Below is the code snippet of class “ProtectMe”:
Code of ProtectMe class

The malware monitors application like Task Manager, Process Explorer, and Process Hacker. It uses GetForegroundWindow() API to get the handle of active window and changes it's functionality if process is from the above list.

Network activity
It connects to a remote domain ( on port 1216.  Upon successful connection, Spymel starts sending information about the active process window. Below is a screenshot of network capture:

awt<Base64 endcoded active window title>djamel
Below are some of the commands that the malware can receive from the Command & Control server:
Sends information about user name, OS name, running processes, Video module flag, active window title.
Information about drives in system.
Information about folders and files for given location.
Deletes given file or folder
Executes given file.
Rename given file or folder
Uninstall itself
Upload keylogging file to C&C. *
Upload requested file to C&C *
Search for given string in all keylogging files.
Delete given keylogging file.
Sends Desktop snapshot
Download file from give URL
On|Off video recording
Provide settings of video recording for specific processes.

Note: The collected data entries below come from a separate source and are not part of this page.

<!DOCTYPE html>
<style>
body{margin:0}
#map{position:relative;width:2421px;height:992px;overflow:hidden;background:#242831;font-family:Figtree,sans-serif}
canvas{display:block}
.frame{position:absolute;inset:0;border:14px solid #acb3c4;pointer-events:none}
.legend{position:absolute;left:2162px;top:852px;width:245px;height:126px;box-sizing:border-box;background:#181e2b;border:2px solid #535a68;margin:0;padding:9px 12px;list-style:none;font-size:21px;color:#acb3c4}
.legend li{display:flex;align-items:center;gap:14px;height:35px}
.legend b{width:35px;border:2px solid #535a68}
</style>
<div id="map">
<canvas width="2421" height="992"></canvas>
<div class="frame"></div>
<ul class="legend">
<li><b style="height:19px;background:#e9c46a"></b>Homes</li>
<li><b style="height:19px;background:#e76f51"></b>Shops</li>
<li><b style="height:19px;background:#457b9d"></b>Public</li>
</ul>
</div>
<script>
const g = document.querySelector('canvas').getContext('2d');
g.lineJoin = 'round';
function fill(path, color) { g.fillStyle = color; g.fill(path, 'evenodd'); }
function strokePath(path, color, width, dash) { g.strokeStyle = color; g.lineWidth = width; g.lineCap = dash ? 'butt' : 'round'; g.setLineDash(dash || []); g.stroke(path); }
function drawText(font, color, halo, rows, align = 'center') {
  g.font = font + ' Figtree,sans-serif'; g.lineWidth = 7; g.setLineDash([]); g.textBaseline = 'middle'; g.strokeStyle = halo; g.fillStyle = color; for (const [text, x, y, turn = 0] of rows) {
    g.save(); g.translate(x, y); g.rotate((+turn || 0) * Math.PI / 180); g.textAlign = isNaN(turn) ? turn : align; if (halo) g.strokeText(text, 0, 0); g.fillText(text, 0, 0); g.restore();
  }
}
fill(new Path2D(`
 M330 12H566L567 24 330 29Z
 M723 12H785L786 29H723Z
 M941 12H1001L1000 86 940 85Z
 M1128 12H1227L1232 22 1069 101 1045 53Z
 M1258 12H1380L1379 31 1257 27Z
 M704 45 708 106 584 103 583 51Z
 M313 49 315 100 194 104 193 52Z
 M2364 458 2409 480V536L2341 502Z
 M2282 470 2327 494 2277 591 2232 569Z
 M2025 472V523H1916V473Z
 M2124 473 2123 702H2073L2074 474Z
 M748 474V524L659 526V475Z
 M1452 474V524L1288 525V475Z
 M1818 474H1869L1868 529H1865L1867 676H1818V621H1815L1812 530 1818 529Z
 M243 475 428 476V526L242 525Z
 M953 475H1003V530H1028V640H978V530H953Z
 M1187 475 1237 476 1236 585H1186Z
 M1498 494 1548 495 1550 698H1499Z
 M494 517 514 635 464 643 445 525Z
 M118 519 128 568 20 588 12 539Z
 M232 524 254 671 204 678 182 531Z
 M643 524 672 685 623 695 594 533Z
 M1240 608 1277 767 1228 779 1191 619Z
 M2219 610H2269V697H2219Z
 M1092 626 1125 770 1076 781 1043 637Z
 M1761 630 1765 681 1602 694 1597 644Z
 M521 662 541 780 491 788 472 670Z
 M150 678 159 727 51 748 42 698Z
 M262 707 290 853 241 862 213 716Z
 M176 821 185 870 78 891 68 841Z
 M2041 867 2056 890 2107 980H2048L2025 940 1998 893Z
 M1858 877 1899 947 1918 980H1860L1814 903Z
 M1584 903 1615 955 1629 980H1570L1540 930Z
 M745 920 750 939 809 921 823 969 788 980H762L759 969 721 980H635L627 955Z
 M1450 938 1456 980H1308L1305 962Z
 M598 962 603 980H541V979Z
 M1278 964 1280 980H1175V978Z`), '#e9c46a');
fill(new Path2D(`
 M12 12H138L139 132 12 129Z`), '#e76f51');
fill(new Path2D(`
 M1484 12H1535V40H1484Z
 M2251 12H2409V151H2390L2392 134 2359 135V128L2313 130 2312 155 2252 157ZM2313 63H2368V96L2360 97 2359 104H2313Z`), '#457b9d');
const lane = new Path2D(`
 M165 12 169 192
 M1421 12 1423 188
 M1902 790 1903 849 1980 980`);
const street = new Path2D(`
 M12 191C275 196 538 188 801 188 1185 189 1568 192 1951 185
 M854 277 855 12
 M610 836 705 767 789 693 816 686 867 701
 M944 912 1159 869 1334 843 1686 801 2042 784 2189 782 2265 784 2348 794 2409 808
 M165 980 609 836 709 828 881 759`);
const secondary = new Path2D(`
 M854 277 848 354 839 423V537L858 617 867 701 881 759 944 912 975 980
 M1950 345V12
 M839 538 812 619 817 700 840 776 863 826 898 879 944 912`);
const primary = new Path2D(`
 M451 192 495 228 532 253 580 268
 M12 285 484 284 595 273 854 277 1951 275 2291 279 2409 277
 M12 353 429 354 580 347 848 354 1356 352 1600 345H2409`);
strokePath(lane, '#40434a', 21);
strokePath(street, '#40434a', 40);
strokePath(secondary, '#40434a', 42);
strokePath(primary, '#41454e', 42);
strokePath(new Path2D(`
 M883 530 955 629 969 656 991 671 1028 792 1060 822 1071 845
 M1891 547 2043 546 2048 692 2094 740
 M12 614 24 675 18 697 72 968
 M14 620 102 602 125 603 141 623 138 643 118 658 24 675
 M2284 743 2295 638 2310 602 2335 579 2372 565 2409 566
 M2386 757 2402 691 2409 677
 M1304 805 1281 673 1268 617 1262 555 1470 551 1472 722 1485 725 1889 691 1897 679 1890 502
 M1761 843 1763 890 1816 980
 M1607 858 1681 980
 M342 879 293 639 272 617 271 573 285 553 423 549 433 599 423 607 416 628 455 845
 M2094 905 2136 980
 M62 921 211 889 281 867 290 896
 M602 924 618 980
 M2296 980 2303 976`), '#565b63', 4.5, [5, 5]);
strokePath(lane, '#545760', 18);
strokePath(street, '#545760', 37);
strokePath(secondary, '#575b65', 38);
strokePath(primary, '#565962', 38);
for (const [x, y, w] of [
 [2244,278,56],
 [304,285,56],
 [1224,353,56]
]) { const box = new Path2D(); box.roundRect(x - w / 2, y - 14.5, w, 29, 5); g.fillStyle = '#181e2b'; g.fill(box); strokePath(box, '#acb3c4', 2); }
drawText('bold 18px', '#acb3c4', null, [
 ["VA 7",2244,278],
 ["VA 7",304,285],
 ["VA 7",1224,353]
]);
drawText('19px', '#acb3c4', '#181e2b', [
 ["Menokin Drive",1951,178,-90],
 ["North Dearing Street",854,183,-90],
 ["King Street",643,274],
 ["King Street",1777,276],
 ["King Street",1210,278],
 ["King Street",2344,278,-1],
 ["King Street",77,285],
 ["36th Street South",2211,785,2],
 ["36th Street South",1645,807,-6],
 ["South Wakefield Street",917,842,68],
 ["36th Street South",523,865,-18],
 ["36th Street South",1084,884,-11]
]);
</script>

  *File contents will be encrypted using base64 encoding.  
Recording video of browser processes


Using digital certificate to disguise malware is common and Spymel is yet another example of this. Spymel is an information stealing malware that spies on all user activity on the compromised machine and relays it to the attacker. This malware typically arrives via spammed e-mail leveraging social engineering to infect the target system.

Zscaler’s ThreatLabZ has confirmed coverage for the initial downloader and Spymel payloads, ensuring protection for organizations using Zscaler’s Internet security platform.